[Supplied material — start]

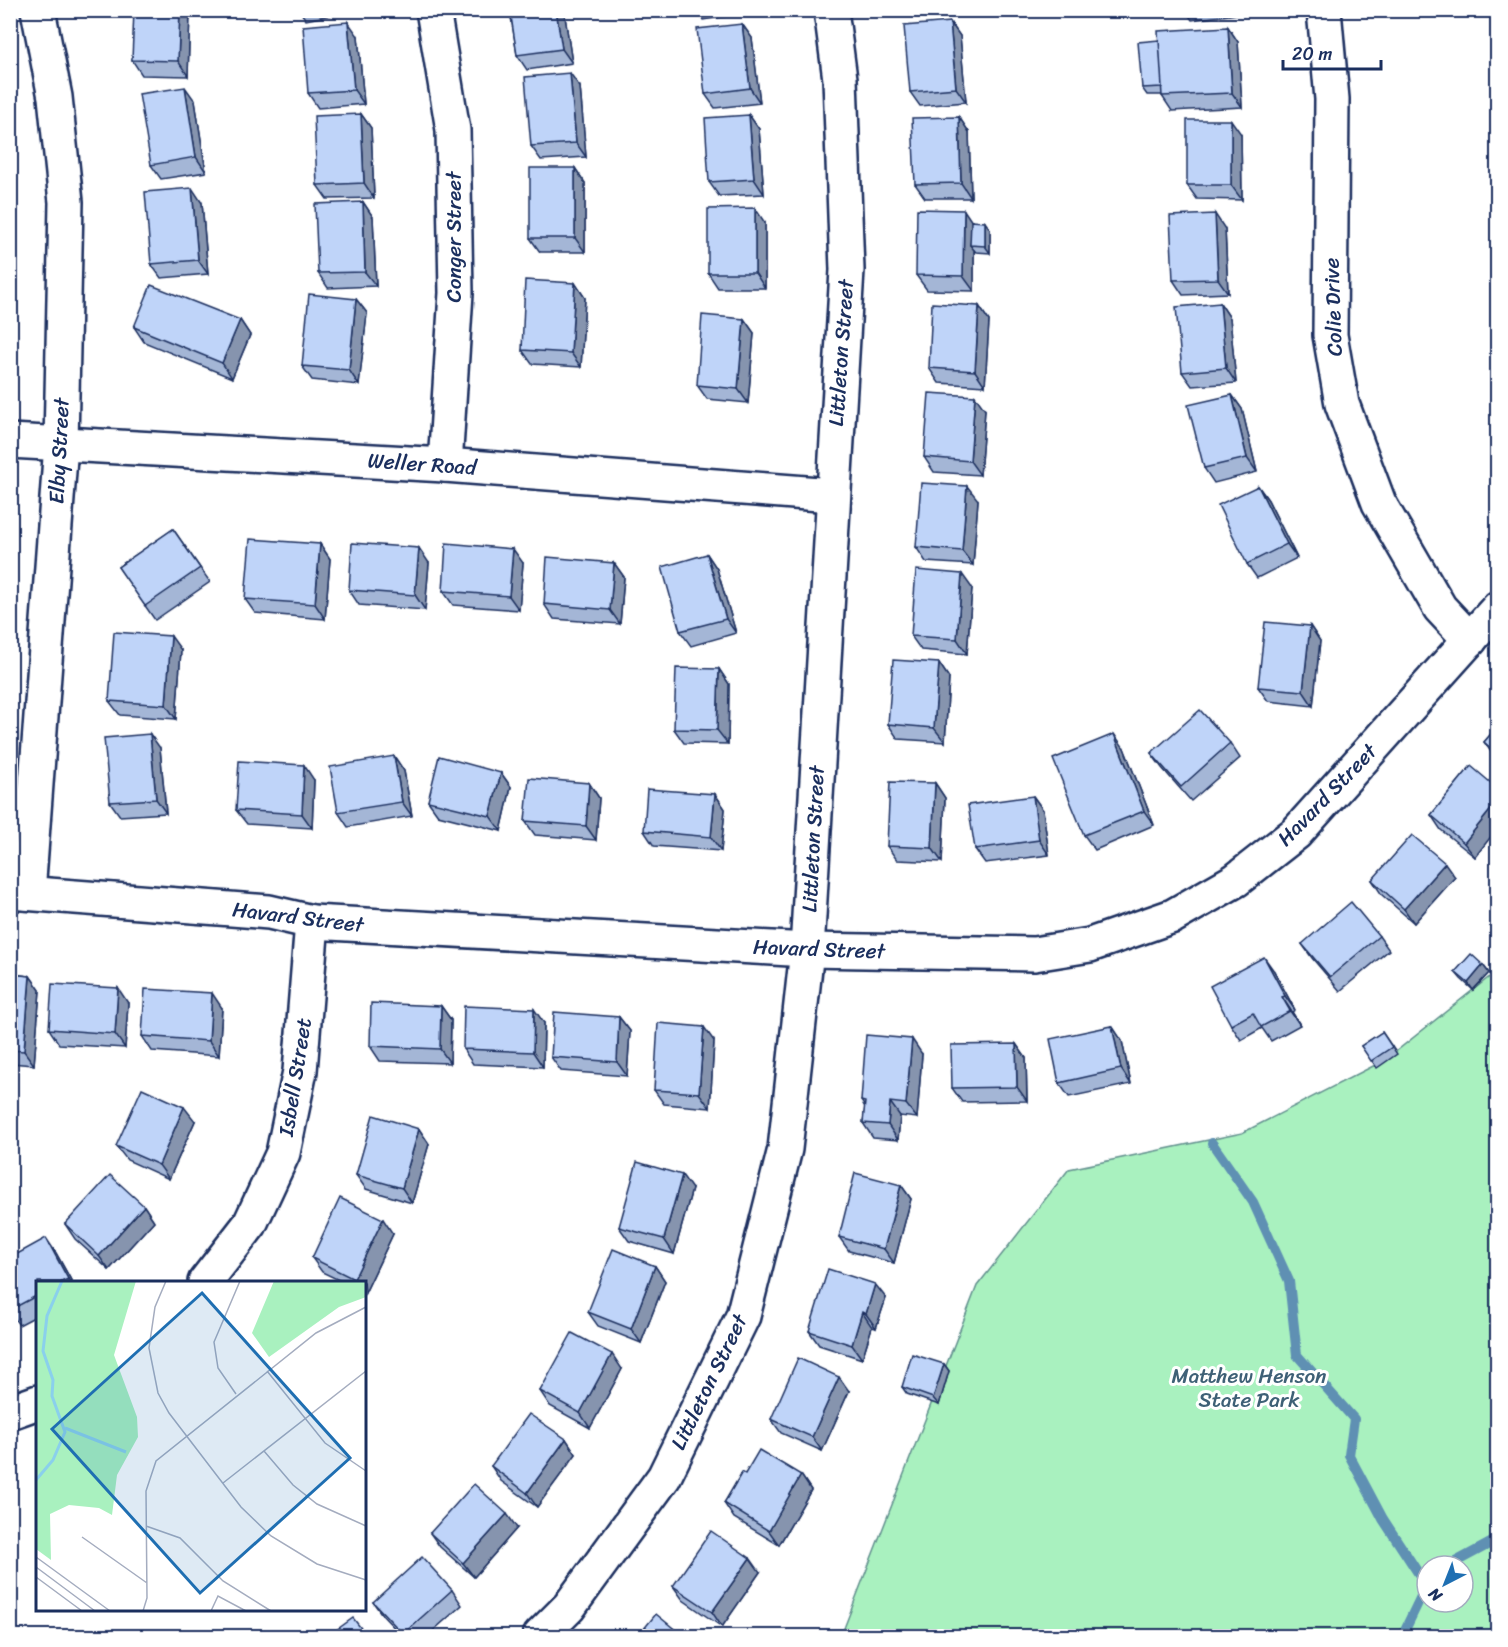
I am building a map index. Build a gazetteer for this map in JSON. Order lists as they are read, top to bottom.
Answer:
{
  "streets": {
    "street": [
      "Conger Street",
      "Colie Drive",
      "Littleton Street",
      "Elby Street",
      "Weller Road",
      "Havard Street",
      "Isbell Street"
    ]
  },
  "crossings": [
    ["Conger Street", "Weller Road"],
    ["Colie Drive", "Havard Street"],
    ["Littleton Street", "Weller Road"],
    ["Littleton Street", "Havard Street"],
    ["Elby Street", "Weller Road"],
    ["Elby Street", "Havard Street"],
    ["Havard Street", "Isbell Street"]
  ],
  "parks": ["Matthew Henson State Park"],
  "scale_bar": "20 m",
  "north": "bottom left"
}
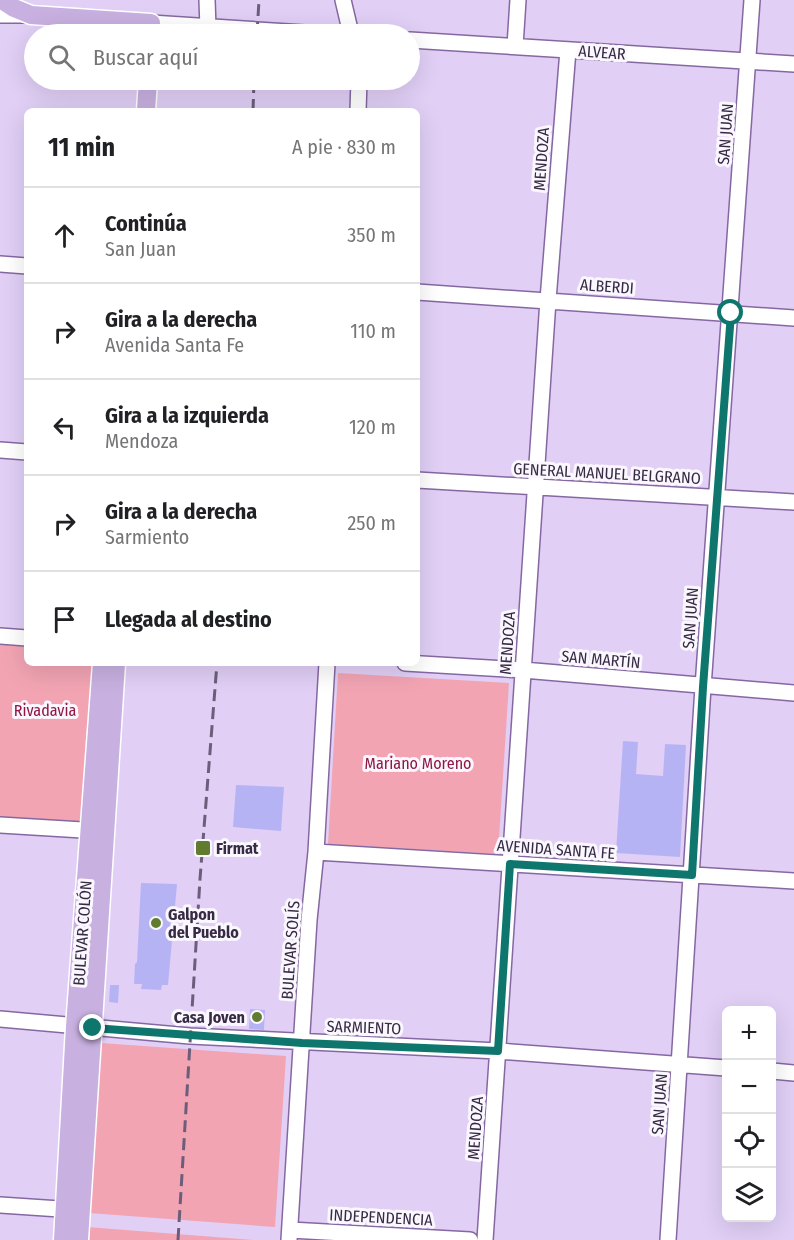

[Supplied material — finish]

:: Work to be completed ::
Give the data above back unchanged, except for the pictures.

:: Written reply ::
I am building a map index. Build a gazetteer for this map in JSON. Order lists as they are read, top to bottom.
Answer:
{
  "streets": {
    "street": [
      "Conger Street",
      "Colie Drive",
      "Littleton Street",
      "Elby Street",
      "Weller Road",
      "Havard Street",
      "Isbell Street"
    ]
  },
  "crossings": [
    ["Conger Street", "Weller Road"],
    ["Colie Drive", "Havard Street"],
    ["Littleton Street", "Weller Road"],
    ["Littleton Street", "Havard Street"],
    ["Elby Street", "Weller Road"],
    ["Elby Street", "Havard Street"],
    ["Havard Street", "Isbell Street"]
  ],
  "parks": ["Matthew Henson State Park"],
  "scale_bar": "20 m",
  "north": "bottom left"
}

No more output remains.